Exact copies of the lines from the start of the records through the line with "filter:drop-shadow(0 0 2px" are what the answer must hold; pictures are not part of it.

## Stored data
============

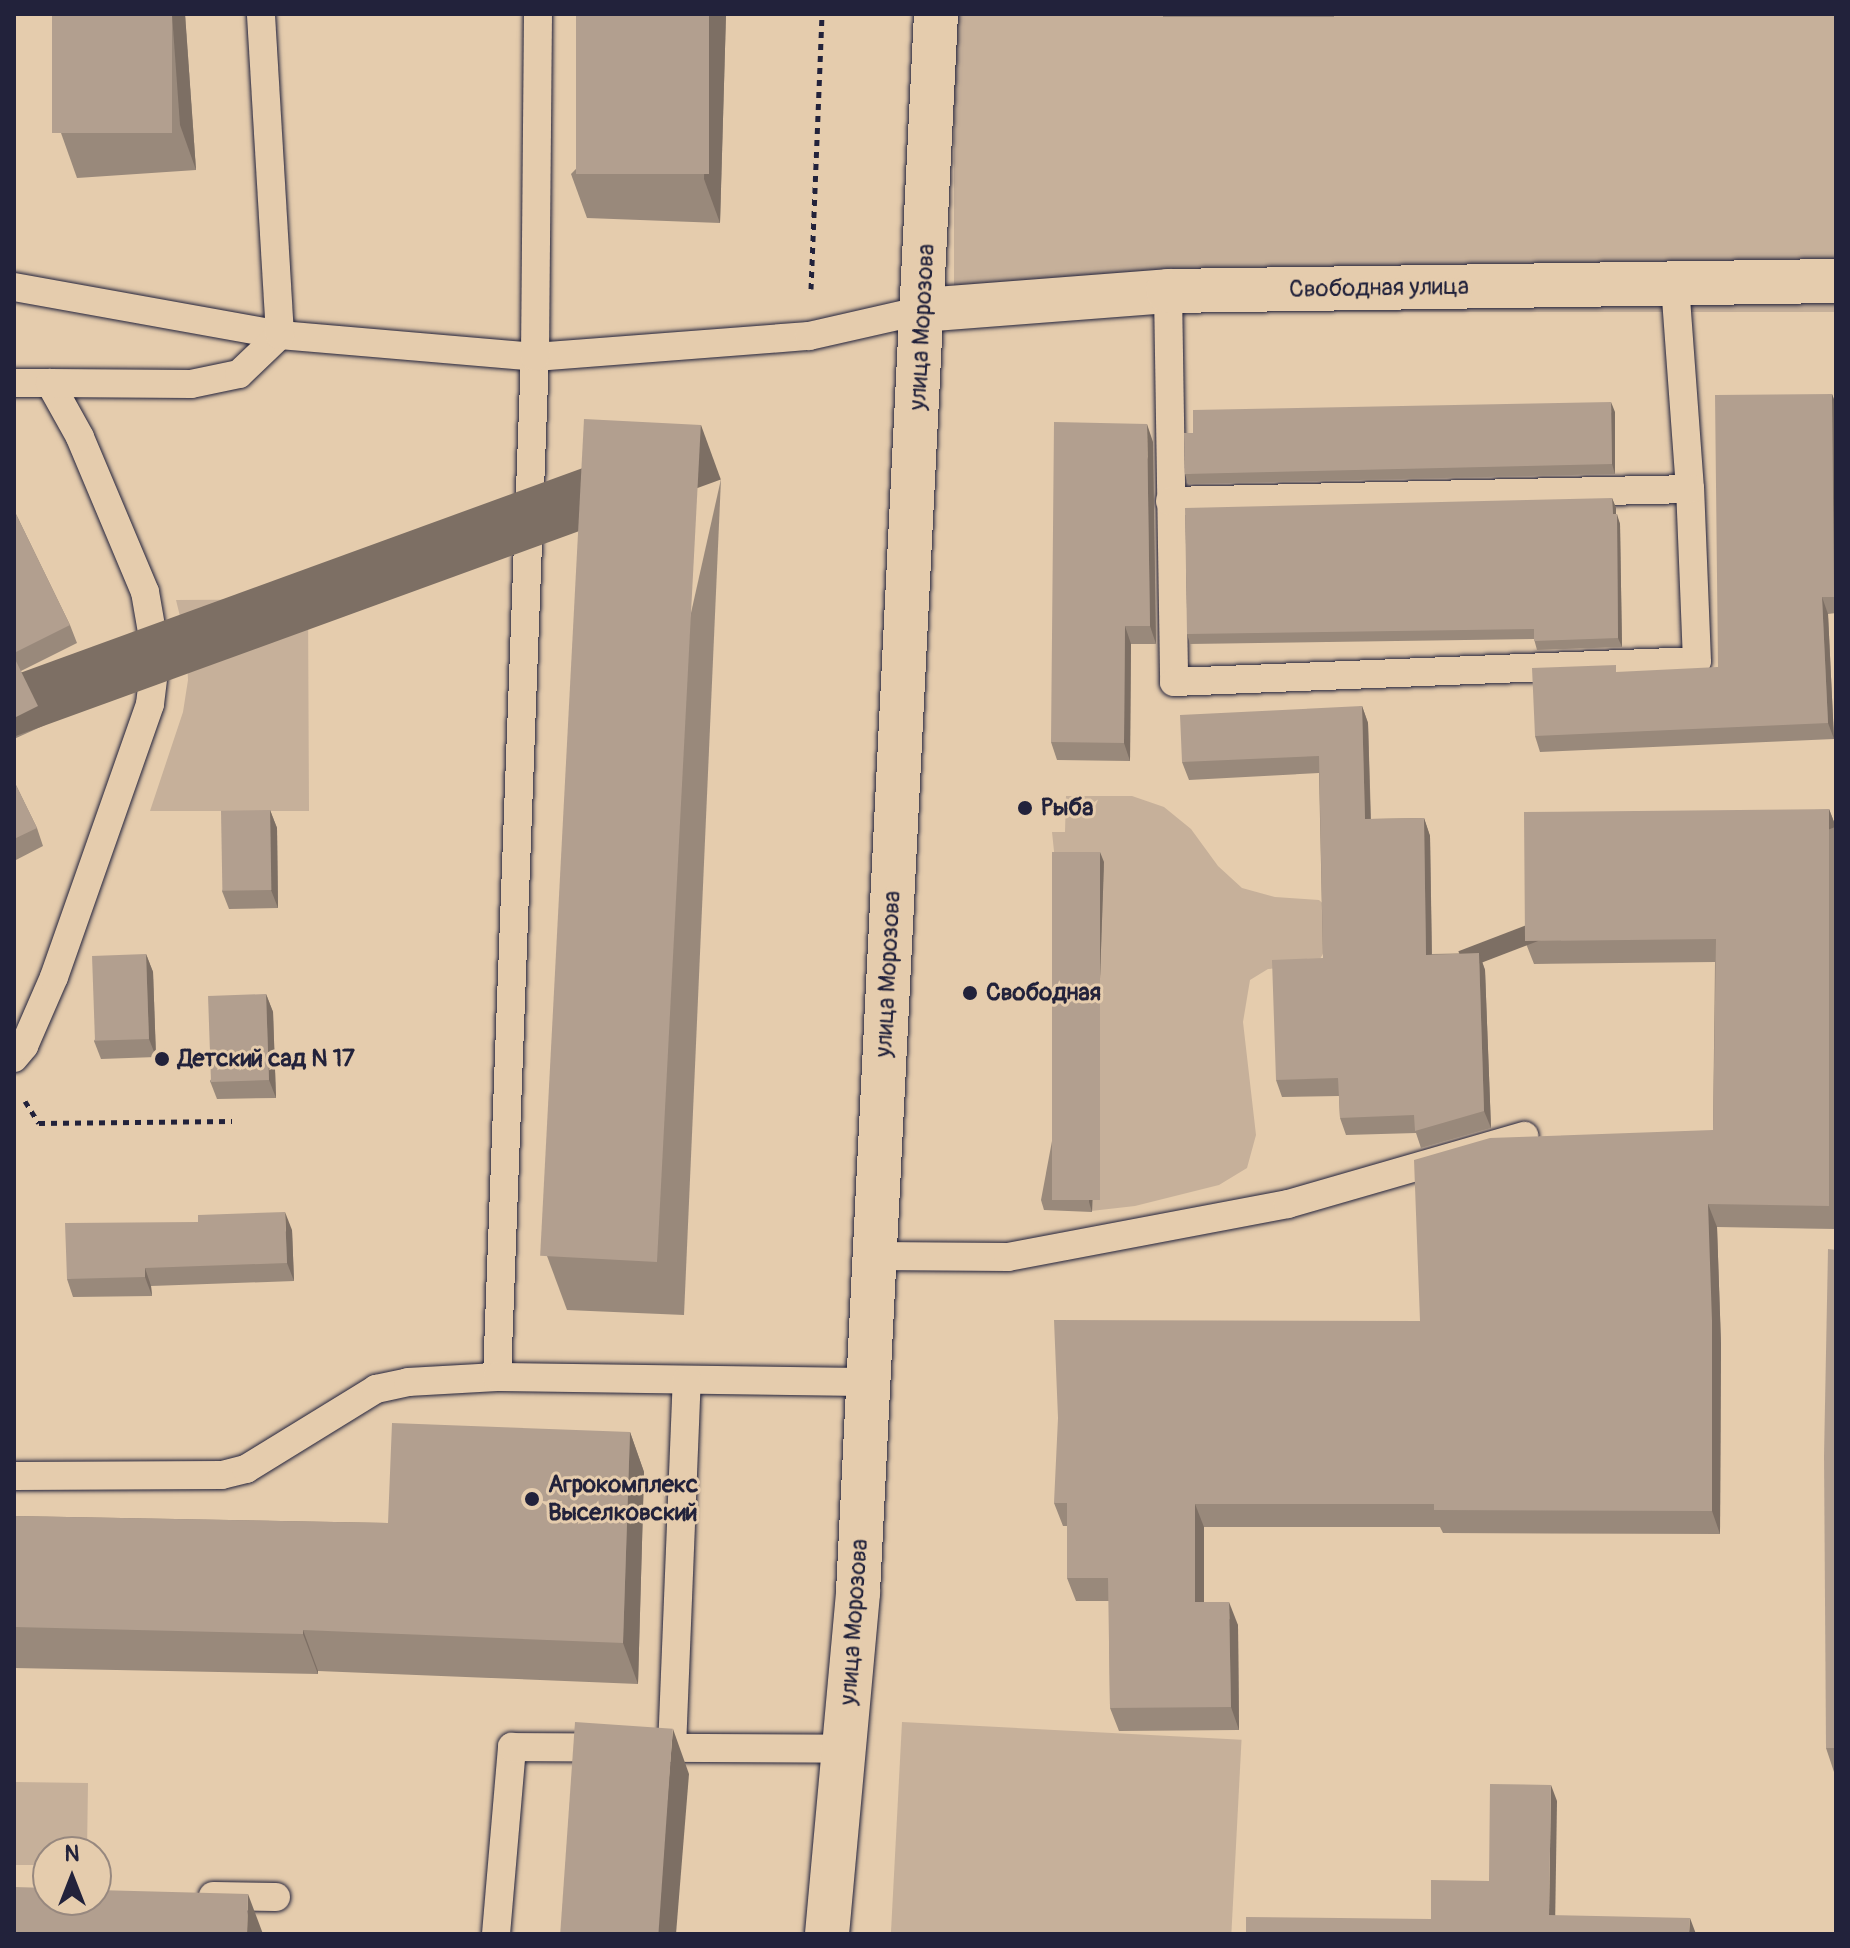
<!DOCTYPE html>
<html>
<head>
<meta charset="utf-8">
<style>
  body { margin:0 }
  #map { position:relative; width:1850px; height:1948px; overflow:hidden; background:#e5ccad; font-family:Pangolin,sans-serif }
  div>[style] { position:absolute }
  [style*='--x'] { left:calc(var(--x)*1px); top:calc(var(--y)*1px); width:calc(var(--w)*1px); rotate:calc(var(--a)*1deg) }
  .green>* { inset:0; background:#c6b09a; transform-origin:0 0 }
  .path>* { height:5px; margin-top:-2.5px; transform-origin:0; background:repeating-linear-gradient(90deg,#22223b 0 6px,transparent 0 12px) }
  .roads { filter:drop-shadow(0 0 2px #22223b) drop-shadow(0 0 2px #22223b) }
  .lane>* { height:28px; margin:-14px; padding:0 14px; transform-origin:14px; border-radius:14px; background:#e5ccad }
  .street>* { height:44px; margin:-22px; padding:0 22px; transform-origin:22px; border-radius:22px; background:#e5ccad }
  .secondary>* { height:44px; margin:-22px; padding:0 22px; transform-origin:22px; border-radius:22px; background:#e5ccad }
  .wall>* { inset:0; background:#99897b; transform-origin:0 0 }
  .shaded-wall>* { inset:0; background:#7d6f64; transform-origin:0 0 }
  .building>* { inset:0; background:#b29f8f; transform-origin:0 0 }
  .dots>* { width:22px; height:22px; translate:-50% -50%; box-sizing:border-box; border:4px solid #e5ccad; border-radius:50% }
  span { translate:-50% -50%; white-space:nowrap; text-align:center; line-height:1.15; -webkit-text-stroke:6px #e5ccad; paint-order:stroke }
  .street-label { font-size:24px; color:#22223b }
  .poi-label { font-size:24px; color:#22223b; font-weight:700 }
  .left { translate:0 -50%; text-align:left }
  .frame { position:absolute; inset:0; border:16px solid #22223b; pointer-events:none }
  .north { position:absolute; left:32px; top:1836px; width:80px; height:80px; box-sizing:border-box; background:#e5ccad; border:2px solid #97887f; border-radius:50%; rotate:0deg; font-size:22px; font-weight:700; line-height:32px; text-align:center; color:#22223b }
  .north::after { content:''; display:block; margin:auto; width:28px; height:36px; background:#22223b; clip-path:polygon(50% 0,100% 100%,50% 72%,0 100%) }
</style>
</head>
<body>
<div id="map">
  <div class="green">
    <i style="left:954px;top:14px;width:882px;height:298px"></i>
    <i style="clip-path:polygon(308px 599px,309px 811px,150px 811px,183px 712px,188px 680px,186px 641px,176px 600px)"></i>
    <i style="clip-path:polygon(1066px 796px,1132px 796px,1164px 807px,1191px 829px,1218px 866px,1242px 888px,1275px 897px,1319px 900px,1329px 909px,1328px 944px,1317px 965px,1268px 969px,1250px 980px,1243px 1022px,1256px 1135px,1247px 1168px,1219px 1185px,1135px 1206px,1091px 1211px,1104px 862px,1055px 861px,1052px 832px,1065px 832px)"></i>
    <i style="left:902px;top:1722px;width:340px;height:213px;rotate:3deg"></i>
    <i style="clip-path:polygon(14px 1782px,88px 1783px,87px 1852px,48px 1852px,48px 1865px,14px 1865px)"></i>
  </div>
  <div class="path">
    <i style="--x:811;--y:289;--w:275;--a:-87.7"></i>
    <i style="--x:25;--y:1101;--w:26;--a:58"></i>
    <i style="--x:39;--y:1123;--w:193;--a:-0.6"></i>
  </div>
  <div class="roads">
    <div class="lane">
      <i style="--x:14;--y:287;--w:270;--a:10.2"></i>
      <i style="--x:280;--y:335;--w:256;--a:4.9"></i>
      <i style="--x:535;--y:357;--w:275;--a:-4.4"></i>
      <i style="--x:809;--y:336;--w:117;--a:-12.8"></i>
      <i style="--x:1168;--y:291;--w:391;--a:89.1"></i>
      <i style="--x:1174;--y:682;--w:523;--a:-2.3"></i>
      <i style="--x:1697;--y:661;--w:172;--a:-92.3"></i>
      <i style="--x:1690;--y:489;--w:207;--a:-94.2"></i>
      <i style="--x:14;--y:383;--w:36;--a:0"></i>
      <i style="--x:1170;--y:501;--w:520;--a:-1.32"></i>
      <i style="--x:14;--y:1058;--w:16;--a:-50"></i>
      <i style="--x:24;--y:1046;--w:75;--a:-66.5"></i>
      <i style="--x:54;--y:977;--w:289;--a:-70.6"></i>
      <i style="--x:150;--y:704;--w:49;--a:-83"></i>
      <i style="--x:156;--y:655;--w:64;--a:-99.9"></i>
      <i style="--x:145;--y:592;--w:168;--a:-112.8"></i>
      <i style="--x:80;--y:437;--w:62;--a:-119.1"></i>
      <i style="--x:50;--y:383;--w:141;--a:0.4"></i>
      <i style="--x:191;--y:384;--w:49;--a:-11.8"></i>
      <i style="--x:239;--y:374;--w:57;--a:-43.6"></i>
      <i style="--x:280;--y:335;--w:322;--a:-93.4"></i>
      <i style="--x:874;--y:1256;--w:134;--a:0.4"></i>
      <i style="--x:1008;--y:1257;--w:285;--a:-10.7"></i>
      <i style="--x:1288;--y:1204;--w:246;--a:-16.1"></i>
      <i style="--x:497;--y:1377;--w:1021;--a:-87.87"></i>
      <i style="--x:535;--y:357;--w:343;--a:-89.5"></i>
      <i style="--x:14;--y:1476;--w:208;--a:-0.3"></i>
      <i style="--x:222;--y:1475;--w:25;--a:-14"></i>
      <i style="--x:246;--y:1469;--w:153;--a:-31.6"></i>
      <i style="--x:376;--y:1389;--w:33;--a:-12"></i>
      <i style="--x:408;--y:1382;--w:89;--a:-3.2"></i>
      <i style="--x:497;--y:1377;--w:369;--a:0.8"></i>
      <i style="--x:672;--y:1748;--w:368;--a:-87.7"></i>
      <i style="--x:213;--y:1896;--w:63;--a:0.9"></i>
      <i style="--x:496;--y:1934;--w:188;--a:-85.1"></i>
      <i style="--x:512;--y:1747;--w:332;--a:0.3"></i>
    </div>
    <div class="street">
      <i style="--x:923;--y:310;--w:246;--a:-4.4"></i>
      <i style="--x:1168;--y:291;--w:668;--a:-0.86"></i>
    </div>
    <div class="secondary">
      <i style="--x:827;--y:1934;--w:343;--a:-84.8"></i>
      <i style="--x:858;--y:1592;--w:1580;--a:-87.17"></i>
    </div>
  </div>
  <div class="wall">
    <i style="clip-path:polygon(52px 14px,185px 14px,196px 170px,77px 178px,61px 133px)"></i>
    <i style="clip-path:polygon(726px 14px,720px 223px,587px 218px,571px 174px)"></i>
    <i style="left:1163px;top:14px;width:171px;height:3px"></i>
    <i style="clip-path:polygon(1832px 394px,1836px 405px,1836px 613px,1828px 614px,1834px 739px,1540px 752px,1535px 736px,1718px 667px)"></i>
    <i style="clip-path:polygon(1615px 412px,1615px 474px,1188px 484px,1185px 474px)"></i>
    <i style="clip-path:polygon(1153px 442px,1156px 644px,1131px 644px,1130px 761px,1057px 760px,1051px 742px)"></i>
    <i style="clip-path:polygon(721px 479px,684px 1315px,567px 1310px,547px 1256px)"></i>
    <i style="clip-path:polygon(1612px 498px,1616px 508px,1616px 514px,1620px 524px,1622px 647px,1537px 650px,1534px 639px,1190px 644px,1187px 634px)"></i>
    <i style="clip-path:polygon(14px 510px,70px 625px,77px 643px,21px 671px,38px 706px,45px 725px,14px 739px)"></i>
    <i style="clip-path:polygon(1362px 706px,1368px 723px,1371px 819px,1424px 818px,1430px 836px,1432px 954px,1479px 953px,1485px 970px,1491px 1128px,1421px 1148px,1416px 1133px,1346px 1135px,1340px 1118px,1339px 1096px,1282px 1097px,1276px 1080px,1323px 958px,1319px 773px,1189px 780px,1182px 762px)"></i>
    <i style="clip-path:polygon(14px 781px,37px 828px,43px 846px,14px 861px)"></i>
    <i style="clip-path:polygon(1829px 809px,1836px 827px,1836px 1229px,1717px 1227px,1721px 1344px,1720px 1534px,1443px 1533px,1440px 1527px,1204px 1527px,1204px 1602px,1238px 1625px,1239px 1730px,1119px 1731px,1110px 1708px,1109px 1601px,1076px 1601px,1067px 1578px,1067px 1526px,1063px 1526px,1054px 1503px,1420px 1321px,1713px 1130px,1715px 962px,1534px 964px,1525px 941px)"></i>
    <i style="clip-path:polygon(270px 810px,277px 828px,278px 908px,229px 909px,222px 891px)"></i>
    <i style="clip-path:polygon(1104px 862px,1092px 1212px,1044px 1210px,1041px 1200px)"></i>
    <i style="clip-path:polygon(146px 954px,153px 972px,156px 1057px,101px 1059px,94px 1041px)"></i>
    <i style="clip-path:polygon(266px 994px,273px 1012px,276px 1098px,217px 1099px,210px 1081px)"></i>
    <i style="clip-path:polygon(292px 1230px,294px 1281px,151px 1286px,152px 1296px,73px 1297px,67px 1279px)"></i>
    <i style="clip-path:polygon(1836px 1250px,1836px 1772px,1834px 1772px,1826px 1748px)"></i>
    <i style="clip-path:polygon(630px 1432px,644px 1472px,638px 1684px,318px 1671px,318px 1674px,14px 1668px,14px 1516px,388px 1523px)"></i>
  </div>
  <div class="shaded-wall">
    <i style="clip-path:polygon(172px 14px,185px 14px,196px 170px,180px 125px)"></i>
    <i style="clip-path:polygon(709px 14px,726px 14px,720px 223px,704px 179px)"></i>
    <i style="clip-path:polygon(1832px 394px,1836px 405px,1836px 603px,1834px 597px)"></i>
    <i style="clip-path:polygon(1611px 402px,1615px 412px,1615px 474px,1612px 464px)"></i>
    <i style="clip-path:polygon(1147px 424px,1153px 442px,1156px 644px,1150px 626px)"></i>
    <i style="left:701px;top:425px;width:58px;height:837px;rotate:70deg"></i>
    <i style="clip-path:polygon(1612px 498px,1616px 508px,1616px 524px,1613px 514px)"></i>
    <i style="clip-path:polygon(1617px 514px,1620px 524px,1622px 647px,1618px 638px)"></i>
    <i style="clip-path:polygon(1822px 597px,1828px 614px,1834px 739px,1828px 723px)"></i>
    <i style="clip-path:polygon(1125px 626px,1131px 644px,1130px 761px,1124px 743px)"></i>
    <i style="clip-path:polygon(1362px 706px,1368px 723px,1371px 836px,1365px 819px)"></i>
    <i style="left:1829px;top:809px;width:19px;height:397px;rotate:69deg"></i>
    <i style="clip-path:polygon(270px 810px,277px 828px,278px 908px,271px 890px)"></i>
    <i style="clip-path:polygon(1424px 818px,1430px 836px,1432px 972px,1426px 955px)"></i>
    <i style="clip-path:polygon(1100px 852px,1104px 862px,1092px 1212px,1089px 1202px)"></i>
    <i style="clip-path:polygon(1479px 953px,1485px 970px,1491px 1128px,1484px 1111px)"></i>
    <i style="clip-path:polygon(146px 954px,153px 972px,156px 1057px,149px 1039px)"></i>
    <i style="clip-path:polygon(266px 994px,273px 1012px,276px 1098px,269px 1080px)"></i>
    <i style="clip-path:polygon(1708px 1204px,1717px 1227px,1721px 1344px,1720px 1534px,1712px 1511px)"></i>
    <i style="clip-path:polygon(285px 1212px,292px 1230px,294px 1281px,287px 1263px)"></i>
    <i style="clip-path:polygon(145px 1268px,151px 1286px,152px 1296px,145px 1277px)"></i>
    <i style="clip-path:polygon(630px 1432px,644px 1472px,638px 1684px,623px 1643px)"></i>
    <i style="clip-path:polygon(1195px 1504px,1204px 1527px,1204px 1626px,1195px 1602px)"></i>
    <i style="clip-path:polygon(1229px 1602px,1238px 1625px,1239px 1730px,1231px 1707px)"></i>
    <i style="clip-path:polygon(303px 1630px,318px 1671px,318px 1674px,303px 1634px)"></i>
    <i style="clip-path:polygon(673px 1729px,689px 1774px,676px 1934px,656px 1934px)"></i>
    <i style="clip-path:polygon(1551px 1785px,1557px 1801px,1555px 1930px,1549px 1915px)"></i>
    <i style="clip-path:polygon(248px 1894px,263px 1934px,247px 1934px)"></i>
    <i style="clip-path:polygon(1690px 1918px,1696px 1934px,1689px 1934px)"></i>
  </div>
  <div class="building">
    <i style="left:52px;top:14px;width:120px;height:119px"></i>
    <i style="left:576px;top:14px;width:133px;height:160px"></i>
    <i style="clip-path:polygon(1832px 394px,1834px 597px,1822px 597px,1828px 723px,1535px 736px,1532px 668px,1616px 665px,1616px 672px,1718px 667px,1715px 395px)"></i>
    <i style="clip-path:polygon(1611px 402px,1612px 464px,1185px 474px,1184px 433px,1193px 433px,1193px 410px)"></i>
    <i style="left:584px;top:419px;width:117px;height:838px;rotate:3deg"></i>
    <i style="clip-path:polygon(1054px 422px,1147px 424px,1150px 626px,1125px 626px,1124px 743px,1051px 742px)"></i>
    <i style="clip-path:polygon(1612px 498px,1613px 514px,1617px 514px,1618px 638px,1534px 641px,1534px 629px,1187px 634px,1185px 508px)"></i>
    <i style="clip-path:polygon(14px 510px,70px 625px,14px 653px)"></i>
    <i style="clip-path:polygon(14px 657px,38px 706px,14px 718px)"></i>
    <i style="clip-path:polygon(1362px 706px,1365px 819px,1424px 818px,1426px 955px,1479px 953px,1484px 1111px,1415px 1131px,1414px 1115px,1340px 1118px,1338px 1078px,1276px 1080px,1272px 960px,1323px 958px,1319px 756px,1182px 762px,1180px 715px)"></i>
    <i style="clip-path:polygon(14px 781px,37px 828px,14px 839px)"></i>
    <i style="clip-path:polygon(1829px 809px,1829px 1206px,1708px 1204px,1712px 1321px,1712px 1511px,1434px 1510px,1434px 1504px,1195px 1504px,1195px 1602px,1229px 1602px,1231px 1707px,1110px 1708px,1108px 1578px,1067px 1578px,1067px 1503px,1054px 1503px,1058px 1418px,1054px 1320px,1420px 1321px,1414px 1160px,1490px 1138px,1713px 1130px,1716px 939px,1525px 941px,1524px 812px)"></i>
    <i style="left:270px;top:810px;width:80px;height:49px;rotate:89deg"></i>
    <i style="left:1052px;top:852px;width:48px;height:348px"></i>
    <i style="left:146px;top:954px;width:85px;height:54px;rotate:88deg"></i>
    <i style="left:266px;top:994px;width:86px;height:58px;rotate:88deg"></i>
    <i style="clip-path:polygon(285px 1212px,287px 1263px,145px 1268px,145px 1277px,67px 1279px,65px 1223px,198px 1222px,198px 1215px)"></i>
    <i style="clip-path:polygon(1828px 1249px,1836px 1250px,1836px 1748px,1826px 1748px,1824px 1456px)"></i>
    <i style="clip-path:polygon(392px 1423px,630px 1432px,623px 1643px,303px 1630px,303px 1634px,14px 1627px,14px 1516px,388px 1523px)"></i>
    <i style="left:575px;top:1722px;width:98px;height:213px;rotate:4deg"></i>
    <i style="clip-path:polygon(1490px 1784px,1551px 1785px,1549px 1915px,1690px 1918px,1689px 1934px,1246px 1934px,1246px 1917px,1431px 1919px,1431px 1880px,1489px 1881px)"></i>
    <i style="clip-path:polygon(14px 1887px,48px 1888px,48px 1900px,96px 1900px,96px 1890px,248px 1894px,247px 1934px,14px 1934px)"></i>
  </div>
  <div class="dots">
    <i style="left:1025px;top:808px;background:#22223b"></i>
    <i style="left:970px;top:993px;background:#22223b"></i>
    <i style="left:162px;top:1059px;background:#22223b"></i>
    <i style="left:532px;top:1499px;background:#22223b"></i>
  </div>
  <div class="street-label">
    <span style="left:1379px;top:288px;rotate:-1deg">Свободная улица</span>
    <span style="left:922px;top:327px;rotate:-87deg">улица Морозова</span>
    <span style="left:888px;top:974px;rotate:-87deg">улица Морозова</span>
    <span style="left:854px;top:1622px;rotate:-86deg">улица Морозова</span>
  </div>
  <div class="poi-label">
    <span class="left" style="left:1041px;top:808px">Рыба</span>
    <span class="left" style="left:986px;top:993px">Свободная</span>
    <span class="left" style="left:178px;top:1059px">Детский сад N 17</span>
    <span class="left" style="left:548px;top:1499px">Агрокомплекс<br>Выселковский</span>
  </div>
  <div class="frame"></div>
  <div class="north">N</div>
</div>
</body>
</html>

============

## Exercise output
<!DOCTYPE html>
<html>
<head>
<meta charset="utf-8">
<style>
  body { margin:0 }
  #map { position:relative; width:1850px; height:1948px; overflow:hidden; background:#e5ccad; font-family:Pangolin,sans-serif }
  div>[style] { position:absolute }
  [style*='--x'] { left:calc(var(--x)*1px); top:calc(var(--y)*1px); width:calc(var(--w)*1px); rotate:calc(var(--a)*1deg) }
  .green>* { inset:0; background:#c6b09a; transform-origin:0 0 }
  .path>* { height:5px; margin-top:-2.5px; transform-origin:0; background:repeating-linear-gradient(90deg,#22223b 0 6px,transparent 0 12px) }
  .roads { filter:drop-shadow(0 0 2px #22223b) drop-shadow(0 0 2px #22223b) }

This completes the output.